▶ [Required action]: The answer should be each line from the entries below that has the word "halo" in it.

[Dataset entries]
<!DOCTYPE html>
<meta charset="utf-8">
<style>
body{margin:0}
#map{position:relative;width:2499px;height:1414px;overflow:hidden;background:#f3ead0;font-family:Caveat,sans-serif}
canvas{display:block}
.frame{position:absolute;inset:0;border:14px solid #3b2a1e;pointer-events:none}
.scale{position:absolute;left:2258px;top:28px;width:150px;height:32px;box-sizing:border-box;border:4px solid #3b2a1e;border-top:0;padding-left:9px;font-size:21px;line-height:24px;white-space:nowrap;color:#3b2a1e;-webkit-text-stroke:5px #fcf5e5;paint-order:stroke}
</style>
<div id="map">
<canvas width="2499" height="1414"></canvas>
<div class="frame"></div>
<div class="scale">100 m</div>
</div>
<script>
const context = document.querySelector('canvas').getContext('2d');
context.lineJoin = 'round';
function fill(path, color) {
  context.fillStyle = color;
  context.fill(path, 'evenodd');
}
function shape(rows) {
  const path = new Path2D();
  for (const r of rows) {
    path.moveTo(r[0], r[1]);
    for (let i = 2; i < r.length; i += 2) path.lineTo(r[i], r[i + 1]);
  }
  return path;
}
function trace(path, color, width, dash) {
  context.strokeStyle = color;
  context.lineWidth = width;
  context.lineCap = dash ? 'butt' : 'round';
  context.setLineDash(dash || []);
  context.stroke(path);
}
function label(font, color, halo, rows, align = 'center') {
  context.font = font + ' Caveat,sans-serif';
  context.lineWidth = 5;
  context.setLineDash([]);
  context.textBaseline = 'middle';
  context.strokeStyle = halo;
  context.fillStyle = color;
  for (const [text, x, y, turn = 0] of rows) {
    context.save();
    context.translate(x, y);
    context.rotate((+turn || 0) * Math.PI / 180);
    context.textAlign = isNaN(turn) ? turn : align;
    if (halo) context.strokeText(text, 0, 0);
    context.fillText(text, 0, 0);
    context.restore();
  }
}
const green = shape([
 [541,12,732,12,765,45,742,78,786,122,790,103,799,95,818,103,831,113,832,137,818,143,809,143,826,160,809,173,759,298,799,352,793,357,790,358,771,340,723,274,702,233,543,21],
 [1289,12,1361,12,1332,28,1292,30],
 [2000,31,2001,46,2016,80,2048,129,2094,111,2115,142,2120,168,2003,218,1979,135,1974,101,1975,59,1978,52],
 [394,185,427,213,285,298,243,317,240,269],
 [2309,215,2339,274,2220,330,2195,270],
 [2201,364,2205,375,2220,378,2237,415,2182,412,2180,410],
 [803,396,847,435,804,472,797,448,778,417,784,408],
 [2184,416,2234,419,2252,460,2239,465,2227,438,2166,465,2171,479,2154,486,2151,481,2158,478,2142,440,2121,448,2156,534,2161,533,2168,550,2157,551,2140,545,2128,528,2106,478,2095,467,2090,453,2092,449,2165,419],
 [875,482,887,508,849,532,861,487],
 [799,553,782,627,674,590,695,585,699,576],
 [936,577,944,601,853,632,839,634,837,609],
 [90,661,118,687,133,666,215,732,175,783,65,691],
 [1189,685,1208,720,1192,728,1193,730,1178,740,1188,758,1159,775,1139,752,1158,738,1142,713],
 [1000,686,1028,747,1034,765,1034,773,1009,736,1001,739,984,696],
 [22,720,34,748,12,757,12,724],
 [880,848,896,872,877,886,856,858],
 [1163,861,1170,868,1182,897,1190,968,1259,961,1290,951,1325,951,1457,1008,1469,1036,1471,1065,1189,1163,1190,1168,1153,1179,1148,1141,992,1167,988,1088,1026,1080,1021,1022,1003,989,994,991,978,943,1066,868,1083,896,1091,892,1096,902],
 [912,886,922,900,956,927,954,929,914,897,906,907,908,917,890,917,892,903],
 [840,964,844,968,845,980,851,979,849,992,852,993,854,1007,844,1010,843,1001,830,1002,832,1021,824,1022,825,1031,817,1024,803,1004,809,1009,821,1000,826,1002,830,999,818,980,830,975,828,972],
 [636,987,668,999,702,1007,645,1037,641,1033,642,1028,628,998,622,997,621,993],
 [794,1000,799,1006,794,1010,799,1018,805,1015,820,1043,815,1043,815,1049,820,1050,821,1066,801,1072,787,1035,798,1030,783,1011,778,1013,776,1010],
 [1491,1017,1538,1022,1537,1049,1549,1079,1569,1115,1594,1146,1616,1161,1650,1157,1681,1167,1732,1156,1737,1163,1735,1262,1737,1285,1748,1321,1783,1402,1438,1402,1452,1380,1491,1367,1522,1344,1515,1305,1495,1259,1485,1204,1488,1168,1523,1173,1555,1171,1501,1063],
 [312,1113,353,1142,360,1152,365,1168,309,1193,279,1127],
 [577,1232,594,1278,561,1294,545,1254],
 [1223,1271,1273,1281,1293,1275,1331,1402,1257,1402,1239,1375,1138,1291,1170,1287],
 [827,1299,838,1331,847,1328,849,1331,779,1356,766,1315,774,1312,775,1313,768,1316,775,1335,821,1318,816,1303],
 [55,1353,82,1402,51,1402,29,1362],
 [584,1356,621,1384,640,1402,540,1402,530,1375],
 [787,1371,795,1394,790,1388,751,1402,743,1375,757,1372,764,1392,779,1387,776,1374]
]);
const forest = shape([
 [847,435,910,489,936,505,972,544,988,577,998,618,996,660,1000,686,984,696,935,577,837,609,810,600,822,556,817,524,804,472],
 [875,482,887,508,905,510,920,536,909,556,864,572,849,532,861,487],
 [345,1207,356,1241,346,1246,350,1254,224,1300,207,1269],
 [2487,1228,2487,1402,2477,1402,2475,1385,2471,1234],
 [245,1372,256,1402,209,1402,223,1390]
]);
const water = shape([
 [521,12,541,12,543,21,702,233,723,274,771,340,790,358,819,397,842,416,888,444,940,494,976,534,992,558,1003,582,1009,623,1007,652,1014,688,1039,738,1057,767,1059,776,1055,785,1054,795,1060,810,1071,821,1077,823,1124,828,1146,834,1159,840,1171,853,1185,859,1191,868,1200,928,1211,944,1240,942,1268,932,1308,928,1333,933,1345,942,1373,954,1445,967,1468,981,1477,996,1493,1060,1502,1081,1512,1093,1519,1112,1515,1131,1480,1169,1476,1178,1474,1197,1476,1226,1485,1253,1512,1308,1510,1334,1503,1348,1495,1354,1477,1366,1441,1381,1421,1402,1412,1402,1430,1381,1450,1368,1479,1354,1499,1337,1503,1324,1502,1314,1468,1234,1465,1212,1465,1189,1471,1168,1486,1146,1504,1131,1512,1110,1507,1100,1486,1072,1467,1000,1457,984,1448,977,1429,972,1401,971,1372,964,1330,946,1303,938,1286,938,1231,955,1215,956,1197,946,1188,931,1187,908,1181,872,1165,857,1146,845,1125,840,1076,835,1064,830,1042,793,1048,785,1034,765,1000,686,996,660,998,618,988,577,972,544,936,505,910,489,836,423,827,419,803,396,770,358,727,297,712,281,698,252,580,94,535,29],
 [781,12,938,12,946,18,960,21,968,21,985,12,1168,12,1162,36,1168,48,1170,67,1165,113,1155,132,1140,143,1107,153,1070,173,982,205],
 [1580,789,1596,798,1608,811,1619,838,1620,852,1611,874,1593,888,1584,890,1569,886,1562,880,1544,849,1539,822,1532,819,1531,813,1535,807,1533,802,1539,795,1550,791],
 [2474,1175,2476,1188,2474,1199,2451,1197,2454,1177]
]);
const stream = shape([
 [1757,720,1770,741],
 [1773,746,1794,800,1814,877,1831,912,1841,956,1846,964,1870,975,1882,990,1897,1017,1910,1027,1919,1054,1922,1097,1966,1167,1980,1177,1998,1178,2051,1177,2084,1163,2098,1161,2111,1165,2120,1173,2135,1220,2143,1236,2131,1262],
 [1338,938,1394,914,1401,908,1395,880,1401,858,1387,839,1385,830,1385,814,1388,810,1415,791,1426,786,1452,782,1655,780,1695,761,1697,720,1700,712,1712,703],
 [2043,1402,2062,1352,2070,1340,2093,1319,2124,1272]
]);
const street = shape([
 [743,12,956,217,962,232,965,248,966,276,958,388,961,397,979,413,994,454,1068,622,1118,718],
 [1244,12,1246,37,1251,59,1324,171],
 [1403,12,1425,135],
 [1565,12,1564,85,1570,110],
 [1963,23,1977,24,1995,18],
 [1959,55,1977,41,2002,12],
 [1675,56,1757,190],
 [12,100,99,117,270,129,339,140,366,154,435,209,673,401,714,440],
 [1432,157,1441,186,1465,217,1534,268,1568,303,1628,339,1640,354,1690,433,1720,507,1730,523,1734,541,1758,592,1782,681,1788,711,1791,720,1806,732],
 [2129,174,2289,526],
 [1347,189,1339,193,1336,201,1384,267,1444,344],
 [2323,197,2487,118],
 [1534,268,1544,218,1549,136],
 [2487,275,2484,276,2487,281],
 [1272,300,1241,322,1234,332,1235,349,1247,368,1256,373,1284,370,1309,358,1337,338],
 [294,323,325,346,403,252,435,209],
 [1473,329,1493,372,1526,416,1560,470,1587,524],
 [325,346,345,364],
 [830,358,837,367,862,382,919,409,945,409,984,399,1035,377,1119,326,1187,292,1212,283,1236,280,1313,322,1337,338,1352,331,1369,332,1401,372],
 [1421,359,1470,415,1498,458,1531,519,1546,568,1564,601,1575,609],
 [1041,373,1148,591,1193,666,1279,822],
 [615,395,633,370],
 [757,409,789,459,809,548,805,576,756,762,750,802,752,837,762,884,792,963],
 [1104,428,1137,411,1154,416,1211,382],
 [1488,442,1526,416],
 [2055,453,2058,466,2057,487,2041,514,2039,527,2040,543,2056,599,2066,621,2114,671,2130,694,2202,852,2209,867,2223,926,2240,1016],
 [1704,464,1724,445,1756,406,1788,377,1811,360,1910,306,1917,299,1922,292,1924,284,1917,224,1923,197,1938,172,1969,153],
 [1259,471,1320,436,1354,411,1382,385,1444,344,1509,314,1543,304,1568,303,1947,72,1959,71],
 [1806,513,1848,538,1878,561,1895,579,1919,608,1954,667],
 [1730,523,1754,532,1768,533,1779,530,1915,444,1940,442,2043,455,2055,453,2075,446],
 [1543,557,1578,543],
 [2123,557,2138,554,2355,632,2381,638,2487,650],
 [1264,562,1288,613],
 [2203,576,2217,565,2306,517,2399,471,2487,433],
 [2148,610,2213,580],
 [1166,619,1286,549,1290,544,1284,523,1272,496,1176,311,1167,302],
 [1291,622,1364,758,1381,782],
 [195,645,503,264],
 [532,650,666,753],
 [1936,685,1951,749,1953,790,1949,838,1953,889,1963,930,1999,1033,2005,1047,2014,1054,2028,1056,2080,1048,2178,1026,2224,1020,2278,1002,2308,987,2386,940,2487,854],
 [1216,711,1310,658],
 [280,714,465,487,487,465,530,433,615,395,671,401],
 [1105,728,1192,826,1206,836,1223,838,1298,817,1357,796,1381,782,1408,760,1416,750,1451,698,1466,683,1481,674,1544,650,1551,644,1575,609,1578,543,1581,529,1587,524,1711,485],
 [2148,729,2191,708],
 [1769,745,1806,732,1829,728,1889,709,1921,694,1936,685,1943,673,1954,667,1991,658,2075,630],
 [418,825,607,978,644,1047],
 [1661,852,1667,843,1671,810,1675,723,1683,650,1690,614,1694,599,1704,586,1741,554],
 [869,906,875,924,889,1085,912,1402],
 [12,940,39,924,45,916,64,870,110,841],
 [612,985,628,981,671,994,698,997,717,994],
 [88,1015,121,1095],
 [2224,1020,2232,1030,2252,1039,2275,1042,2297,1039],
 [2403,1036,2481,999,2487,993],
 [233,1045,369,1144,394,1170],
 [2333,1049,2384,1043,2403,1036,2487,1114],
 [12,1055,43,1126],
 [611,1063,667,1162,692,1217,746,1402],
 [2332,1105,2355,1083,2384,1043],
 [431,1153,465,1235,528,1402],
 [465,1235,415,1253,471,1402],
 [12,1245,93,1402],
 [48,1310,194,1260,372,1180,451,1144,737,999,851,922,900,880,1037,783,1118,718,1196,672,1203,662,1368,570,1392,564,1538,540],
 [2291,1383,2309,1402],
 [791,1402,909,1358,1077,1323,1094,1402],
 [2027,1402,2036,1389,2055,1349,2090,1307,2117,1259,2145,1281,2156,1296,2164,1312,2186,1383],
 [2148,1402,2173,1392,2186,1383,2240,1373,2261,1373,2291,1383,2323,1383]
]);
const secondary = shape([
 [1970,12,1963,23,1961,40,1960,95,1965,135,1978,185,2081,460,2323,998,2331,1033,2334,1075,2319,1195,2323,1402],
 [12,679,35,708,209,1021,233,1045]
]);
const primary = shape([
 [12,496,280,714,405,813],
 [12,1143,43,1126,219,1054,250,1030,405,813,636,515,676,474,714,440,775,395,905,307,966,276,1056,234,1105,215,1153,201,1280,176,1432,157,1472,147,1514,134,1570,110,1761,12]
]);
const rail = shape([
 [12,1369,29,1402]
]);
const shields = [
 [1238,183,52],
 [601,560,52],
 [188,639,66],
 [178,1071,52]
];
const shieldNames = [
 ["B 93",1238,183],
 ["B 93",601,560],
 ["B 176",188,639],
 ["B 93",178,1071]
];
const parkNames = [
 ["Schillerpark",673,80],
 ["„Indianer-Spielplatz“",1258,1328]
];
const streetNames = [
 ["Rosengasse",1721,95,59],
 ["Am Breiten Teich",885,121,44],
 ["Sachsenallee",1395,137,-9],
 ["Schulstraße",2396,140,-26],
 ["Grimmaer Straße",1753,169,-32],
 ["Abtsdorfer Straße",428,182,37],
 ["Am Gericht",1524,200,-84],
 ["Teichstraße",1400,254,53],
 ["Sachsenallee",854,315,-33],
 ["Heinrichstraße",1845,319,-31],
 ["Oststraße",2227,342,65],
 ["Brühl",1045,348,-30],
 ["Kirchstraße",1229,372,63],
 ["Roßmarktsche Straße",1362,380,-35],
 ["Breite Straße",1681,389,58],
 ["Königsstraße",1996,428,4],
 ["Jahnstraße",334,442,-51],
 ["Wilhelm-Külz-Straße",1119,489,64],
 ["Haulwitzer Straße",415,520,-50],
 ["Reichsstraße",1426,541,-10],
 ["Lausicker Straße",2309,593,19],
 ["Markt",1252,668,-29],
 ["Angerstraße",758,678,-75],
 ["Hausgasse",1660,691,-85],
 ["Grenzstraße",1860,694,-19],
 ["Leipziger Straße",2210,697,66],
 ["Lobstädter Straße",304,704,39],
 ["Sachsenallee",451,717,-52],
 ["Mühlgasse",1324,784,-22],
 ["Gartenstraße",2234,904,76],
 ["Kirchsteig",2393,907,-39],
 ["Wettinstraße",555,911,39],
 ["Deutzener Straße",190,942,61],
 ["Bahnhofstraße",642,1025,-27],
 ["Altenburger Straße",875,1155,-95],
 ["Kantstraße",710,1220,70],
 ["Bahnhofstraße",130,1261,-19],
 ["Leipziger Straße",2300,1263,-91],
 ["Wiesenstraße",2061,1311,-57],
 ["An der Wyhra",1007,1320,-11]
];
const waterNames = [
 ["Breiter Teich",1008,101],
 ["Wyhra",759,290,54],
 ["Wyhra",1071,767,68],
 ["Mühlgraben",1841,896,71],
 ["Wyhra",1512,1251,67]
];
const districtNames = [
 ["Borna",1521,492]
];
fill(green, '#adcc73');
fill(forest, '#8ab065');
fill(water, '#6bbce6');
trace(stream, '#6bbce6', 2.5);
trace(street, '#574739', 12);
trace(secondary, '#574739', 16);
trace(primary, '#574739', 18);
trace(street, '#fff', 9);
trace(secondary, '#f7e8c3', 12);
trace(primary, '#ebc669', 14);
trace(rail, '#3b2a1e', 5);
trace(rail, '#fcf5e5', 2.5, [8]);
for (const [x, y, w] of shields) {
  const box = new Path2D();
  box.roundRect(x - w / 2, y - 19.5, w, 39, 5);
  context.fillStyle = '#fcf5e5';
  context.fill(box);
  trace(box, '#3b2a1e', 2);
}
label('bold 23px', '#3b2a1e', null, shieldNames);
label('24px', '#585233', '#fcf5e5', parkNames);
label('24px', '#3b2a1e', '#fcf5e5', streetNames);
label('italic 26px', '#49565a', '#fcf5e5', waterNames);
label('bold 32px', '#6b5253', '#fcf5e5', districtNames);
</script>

▶ [Task output]:
function label(font, color, halo, rows, align = 'center') {
  context.strokeStyle = halo;
    if (halo) context.strokeText(text, 0, 0);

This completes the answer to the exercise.